- Researchers gave 200 people from seven different countries $10,000 each, with instructions to spend it all within three months and to document how they spent it.
- Participants spent 68% of their cash prosocially, benefiting others and sometimes simultaneously themselves.
- With members of the wealthy Baby Boomer generation beginning to pass away, an unprecedented transfer of wealth is about to unfold. The study suggests a significant amount of that money could be spent on the public good.
Are humans more prone to generosity or selfishness? For decades, scientists have beaten around the bush when attempting to answer that question. In low-stakes economic games, they’ve given participants small amounts of money and tasked them with allocating those funds between themselves and a partner. Researchers have conducted hundreds of these studies, and when aggregated, they show that humans give away about 28% of their money on average. Again, however, the stakes are low in these experiments — subjects are often gifted around $10 or less to distribute.
Would humans show the same amount of generosity if gifted a far greater sum of money? With the help of a pair of wealthy donors, researchers affiliated with the University of British Columbia, Yale University, and Technology, Entertainment, Design (TED) ran an experiment to find out.
A high-stakes generosity experiment
During the COVID-19 pandemic, the team broadcasted via TED’s social media channels an offer to apply for a vague “mystery” experiment. People located across the globe signed up. Two hundred from Brazil, Indonesia, Kenya, Australia, Canada, the United States, and the United Kingdom were eventually selected, and they were no doubt elated when they learned what the experiment entailed.
The experimenters were going to give them $10,000, with the only conditions being that they spend all of it in three months, don’t save or invest any of it, and report to the researchers precisely how they spent it. Half were further stipulated to regularly share on social media how they used the money.
So how did they spend the windfall? Did they share it with others or hoard it for themselves? As the researchers found, generosity reigned. Participants spent 68% of their cash prosocially, benefiting others and sometimes simultaneously themselves (paying for a shared vacation or dinner, for example). On average, they also donated a fifth to charities or other causes.
“For example, one participant from Canada donated $1,200 to an organization that provides construction training to marginalized people so they can enter the workforce, and another participant in Indonesia gave $1,500 to the family of a friend who had passed away to help cover basic necessities,” the researchers wrote.

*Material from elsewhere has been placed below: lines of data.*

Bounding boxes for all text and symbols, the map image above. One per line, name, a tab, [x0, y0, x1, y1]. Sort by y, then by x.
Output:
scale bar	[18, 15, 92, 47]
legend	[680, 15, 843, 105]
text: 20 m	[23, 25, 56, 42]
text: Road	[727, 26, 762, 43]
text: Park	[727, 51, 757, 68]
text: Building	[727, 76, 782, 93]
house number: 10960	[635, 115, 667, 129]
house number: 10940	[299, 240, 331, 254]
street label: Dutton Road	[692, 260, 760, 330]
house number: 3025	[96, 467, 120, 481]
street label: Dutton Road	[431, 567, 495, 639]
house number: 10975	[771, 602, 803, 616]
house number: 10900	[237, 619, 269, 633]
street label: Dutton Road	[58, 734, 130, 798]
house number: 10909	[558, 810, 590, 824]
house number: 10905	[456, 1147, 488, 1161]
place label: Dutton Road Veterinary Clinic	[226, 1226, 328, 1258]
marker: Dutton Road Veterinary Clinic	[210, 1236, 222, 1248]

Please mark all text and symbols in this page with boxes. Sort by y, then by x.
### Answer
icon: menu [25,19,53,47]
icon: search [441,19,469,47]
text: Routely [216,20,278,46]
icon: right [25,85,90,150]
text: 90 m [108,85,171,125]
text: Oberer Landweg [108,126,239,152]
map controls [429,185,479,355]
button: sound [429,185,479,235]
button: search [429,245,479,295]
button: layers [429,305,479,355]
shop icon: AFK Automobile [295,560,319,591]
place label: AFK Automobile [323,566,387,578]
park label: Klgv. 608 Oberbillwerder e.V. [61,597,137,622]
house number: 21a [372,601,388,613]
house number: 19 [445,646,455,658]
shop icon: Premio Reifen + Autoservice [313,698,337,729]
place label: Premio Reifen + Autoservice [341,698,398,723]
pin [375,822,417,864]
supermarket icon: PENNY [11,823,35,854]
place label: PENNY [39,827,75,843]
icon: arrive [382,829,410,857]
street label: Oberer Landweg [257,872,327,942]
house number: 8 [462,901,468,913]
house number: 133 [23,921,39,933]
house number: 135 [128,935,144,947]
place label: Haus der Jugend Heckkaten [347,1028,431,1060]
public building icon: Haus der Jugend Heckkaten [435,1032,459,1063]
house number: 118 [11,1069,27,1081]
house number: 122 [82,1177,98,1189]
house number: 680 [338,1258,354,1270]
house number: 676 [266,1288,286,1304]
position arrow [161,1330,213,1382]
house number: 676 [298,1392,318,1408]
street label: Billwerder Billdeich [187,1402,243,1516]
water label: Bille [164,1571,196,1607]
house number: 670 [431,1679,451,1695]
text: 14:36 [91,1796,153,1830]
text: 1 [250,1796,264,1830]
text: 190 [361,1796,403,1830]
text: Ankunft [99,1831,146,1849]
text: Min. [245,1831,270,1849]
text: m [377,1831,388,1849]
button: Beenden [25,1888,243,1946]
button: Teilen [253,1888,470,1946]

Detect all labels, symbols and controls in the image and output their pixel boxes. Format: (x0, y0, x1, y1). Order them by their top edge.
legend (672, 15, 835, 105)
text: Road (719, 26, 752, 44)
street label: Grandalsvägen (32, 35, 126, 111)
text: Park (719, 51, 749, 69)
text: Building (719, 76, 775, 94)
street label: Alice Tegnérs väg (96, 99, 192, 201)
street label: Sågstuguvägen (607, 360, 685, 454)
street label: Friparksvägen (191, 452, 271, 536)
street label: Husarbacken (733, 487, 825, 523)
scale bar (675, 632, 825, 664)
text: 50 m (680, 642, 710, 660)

As another participant shared on Medium, she gave away all $10,000 via twenty $500 mini-grants to people in her local community for activities like creating a mural, revitalizing a community garden, and setting up a free food stand for the homeless.
Even though the $10,000 gift represented just a 10% boost to the income of participants from wealthy countries (Australia, Canada, the U.S., and the UK) and a 125% boost for participants from poorer countries (Kenya, Indonesia, and Brazil), there was no difference in prosocial spending between the two groups. Participants from high-income countries did spend significantly more on charitable donations, however.
Participants who were instructed to share how they spent the money on social media donated 23% of their gift to charity. In comparison, subjects without that requirement only donated 15%, suggesting that social pressure can increase generosity. The result barely missed statistical significance, however, so it could have been due to chance.
With members of the wealthy Baby Boomer generation beginning to pass away, an unprecedented transfer of wealth is about to unfold.
“As much as $36 trillion will be passed down to future generations as gifts in the form of inheritances over the coming decades in the United States alone,” the researchers note.
If the present study is any indication, a significant amount of money could soon be spent for the public good.